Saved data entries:
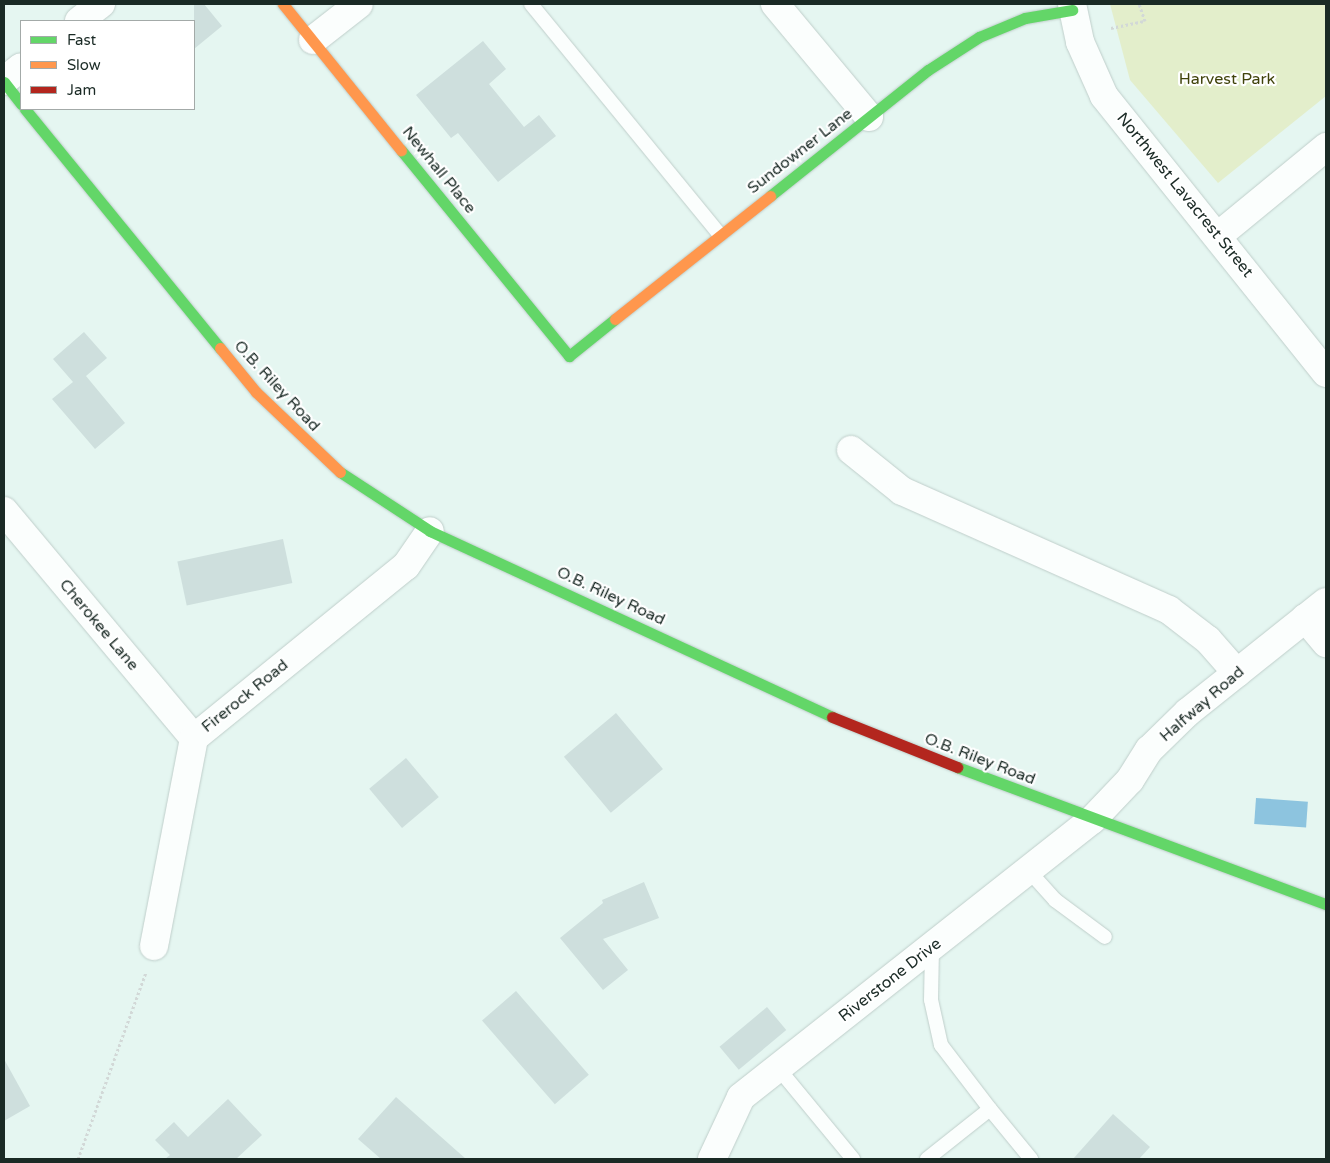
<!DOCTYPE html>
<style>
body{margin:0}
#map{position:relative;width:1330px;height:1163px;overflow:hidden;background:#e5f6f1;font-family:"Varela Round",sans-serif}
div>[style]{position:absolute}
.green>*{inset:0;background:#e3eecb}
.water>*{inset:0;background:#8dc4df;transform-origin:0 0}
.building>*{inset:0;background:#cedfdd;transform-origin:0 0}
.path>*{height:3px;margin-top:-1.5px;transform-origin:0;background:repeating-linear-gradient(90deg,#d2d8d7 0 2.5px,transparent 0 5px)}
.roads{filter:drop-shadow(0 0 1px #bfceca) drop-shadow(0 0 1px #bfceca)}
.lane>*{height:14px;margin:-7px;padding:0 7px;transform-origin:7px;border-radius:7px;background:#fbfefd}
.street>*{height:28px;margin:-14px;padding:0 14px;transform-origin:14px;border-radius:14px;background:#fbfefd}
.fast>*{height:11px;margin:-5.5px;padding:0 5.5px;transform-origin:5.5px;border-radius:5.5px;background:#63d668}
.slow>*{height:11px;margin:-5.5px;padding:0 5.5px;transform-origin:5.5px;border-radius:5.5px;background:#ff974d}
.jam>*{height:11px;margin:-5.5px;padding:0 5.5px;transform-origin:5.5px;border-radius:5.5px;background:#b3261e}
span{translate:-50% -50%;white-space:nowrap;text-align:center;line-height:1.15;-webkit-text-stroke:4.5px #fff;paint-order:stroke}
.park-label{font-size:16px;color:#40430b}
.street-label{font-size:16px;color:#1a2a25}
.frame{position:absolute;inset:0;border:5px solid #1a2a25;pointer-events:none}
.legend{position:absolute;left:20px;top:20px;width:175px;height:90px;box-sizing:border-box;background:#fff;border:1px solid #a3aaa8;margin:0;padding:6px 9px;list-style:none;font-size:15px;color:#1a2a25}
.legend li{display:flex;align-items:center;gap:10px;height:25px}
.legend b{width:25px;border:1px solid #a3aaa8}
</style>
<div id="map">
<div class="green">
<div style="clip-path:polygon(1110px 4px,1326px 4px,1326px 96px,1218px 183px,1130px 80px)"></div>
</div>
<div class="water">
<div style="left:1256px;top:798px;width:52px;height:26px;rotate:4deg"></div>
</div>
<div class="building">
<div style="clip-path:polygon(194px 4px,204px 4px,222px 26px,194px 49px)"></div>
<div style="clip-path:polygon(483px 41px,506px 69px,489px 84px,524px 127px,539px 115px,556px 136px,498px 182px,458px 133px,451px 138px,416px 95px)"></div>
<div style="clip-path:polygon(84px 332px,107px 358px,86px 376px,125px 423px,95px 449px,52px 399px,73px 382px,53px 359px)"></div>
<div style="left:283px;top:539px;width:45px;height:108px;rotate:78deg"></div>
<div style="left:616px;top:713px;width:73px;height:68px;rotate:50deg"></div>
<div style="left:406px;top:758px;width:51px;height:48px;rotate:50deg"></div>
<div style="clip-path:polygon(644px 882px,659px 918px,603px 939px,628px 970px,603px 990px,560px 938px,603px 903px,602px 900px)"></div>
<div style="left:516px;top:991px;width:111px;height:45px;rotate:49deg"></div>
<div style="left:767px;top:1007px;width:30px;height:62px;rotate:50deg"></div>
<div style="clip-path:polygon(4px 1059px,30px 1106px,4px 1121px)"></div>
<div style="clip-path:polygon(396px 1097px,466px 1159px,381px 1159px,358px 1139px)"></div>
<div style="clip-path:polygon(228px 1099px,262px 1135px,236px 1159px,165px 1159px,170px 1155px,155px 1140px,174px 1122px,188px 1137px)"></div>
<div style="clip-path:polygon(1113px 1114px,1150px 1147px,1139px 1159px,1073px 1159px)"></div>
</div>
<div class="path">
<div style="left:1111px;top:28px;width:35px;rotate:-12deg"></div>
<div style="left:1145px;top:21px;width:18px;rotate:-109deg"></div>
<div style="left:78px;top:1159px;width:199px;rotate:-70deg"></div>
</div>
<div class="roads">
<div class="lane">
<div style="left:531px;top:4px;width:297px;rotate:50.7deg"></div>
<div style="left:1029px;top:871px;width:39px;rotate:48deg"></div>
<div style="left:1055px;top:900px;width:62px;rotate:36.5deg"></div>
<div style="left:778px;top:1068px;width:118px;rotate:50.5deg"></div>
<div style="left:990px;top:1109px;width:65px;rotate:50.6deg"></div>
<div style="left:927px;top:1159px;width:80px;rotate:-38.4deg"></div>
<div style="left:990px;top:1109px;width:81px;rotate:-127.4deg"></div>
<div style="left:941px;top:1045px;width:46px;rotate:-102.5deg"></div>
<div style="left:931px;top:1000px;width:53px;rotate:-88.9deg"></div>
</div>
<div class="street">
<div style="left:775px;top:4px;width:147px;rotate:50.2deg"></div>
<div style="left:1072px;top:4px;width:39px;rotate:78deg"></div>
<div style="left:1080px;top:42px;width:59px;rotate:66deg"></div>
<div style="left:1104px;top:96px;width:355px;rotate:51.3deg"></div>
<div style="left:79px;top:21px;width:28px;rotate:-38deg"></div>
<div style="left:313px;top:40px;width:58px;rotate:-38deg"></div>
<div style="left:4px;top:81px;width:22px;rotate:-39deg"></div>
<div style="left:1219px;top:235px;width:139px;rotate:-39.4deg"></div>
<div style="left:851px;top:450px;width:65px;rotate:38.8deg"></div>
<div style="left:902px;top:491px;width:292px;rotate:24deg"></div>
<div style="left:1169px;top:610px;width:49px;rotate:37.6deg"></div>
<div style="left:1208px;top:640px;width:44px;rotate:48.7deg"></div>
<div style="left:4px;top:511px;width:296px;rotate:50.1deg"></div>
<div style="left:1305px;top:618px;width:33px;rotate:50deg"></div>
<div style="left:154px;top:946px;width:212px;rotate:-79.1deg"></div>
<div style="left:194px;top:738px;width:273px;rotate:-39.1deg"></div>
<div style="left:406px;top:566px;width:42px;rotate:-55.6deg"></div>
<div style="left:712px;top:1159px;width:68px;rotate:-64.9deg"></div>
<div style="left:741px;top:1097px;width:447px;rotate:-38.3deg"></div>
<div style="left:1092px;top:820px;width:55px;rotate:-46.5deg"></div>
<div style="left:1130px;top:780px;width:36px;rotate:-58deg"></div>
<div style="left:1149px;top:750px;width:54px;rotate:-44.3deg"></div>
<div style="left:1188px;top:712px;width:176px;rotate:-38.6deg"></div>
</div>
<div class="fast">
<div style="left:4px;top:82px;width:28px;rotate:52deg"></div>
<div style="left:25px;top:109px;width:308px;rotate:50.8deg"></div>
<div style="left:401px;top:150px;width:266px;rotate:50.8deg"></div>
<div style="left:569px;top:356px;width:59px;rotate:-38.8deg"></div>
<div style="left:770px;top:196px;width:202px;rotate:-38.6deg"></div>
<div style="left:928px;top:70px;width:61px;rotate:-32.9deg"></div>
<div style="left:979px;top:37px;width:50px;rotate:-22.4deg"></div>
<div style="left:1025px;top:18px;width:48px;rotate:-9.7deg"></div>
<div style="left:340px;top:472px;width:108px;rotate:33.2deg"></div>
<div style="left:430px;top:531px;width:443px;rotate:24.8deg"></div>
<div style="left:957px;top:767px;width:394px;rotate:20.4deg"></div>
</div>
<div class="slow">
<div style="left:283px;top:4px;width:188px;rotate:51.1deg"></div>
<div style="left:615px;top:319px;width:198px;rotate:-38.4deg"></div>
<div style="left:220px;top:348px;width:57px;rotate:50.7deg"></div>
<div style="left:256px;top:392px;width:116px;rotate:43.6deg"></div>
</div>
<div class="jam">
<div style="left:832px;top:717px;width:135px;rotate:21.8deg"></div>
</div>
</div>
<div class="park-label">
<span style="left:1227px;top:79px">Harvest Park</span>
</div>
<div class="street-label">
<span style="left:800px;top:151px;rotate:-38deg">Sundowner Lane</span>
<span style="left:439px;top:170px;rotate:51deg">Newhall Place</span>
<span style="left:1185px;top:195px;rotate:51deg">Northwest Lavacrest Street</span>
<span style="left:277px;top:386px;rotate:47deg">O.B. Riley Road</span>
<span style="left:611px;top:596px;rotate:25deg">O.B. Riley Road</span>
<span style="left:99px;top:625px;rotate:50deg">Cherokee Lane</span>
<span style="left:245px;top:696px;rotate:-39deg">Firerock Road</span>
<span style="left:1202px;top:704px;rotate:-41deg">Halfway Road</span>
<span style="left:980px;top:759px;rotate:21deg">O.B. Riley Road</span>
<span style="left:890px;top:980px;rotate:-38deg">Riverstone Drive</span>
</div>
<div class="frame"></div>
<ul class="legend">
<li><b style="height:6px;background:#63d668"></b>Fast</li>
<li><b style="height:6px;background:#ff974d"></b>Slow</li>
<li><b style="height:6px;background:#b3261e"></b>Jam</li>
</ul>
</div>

- [WHAT IS REQUIRED]:
From the records above, pull every line that carries the word "water".

- [ANSWER TO THIS EXERCISE]:
.water>*{inset:0;background:#8dc4df;transform-origin:0 0}
<div class="water">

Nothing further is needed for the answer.